How do we start to tackle the problem?

One way these issues are beginning to be addressed is through the NHS ‘Innovation Passports’ outlined in the government’s NHS 10-Year Plan. Designed to streamline access to pioneering technologies as soon as they’re ready for deployment, the scheme will allow new technology that has been robustly assessed by one NHS organisation to be easily rolled out to others.

This approach allows SMEs and startups to focus resources on product development and clinical engagement rather than navigating repeated bureaucratic hurdles.

For example, the Innovation Passport could act as a bridge between local success stories and wider national adoption, ensuring that solutions proven in one region can be replicated and scaled across the country without losing momentum.

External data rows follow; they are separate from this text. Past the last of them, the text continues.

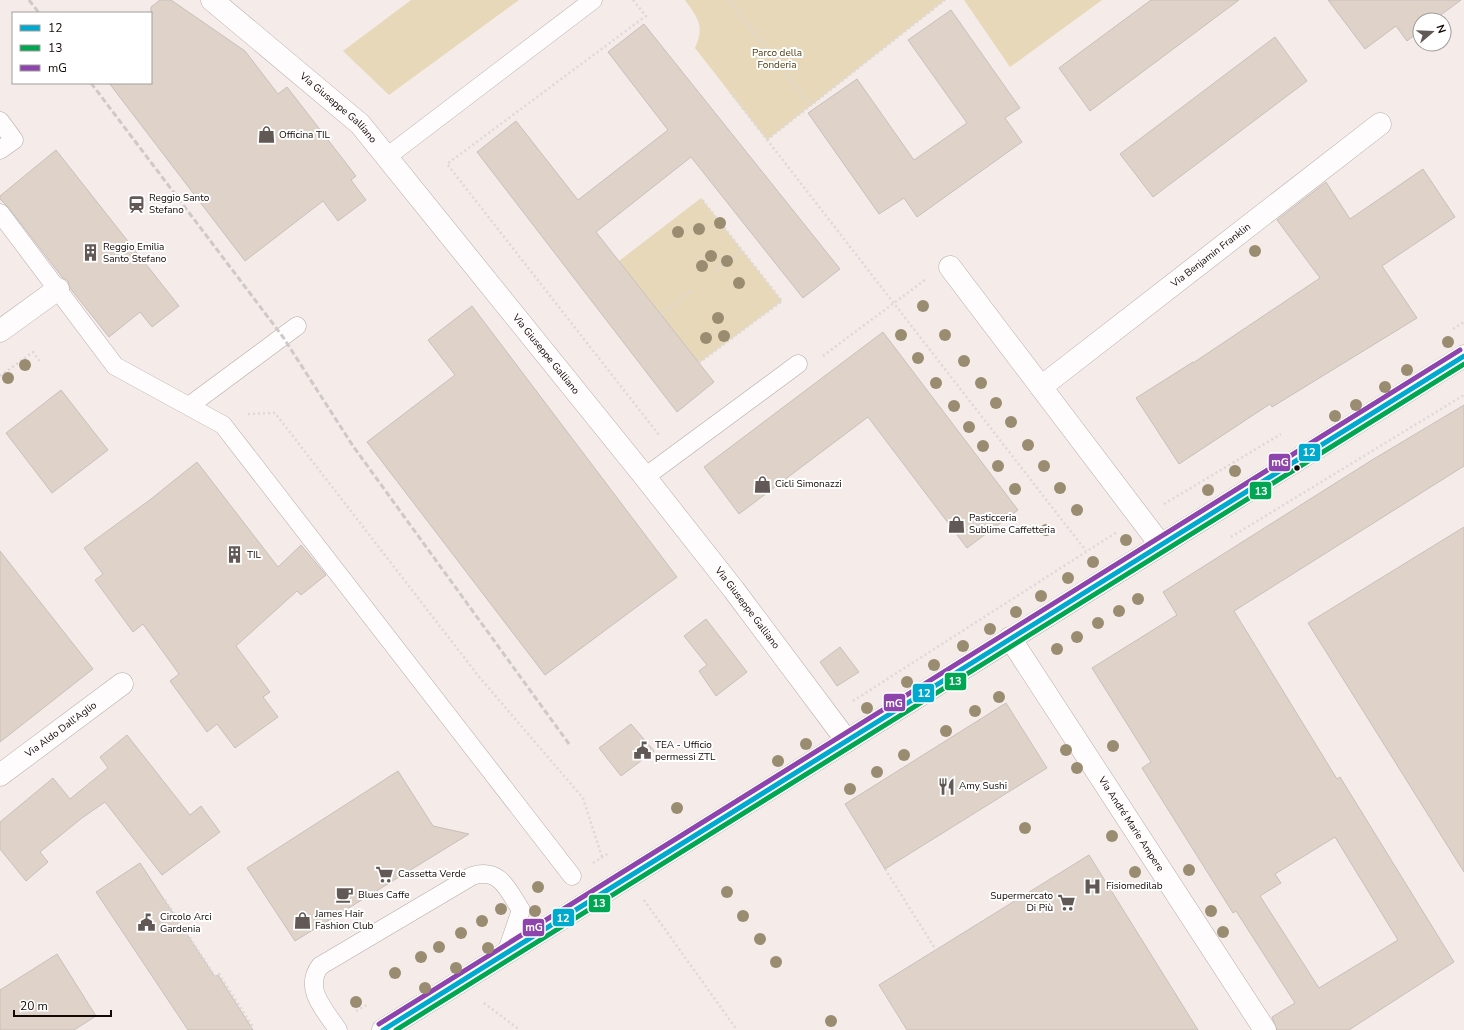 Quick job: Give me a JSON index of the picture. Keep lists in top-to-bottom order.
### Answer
{
  "streets": {
    "street": [
      "Via Giuseppe Galliano",
      "Via Benjamin Franklin",
      "Via Aldo Dall'Aglio",
      "Via André Marie Ampere"
    ]
  },
  "parks": ["Parco della Fonderia"],
  "places": {
    "shop": [
      "Officina TIL",
      "Cicli Simonazzi",
      "Pasticceria Sublime Caffetteria",
      "James Hair Fashion Club"
    ],
    "station": ["Reggio Santo Stefano"],
    "building": ["Reggio Emilia Santo Stefano", "TIL"],
    "public building": ["TEA - Ufficio permessi ZTL", "Circolo Arci Gardenia"],
    "restaurant": ["Amy Sushi"],
    "supermarket": ["Cassetta Verde", "Supermercato Di Più"],
    "hospital": ["Fisiomedilab"],
    "cafe": ["Blues Caffe"]
  },
  "lines": ["transit line mG", "transit line 12", "transit line 13"],
  "legend": ["12", "13", "mG"],
  "scale_bar": "20 m",
  "north": "right"
}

Local innovation clusters have already proven the merits of co-location as a tool to accelerate progress, with campuses such as Manchester’s Citylabs showing how this model is already working in practice. Located on the Oxford Road Corridor – Europe’s largest clinical academic campus – and developed in partnership with Manchester University NHS Foundation Trust, the UK’s largest NHS Trust, Citylabs provides SMEs with direct access to clinicians, patients, clinical trials and diagnostic collaborations.

This powerful mix of specialist infrastructure and co-located NHS connectivity gives small companies the credibility, collaboration and pathways they need to turn early-stage ideas into technologies with a clear route to patient adoption. It does this by enabling rapid testing, stronger collaboration and clearer commercial pathways from concept through to procurement. This matters because SMEs and startups are not only the source of much of the UK’s medical innovation, but also some of the fastest to respond to shifting patient needs. Any adoption pathway that fails to support them risks stifling the very pipeline of innovation the NHS and wider economy depends on.

So, by aligning regional innovation with national policy, and by streamlining adoption through initiatives such as the Innovation Passport, the NHS has an opportunity to create a faster, fairer and more predictable pathway for technology adoption. This will not only strengthen the UK’s position as a global leader in life sciences but also ensure that patients across the country can benefit from the best innovations at the pace they are needed – rather than at the pace bureaucracy dictates.

What is needed for success?

While this kind of national adoption scheme has the potential to address some of the biggest barriers to innovation, it cannot be viewed as a silver bullet. To deliver meaningful change, it must be supported by the right infrastructure, skills and culture. That means investing in digital systems that can integrate new tools quickly and securely, establishing consistent and transparent evaluation criteria, and ensuring that procurement teams and clinicians have the time and capacity to engage with innovative suppliers.

Above all, the process must remain grounded in what’s beneficial to patients, ensuring that technology adoption is not just faster, but also targeted at the areas where it will have the greatest impact.

While the NHS Innovation Passport scheme sets the right direction on paper, its success will depend on how well it’s delivered, with sustained funding, clear accountability and a practical focus on what works for patients, clinicians and innovators on the ground.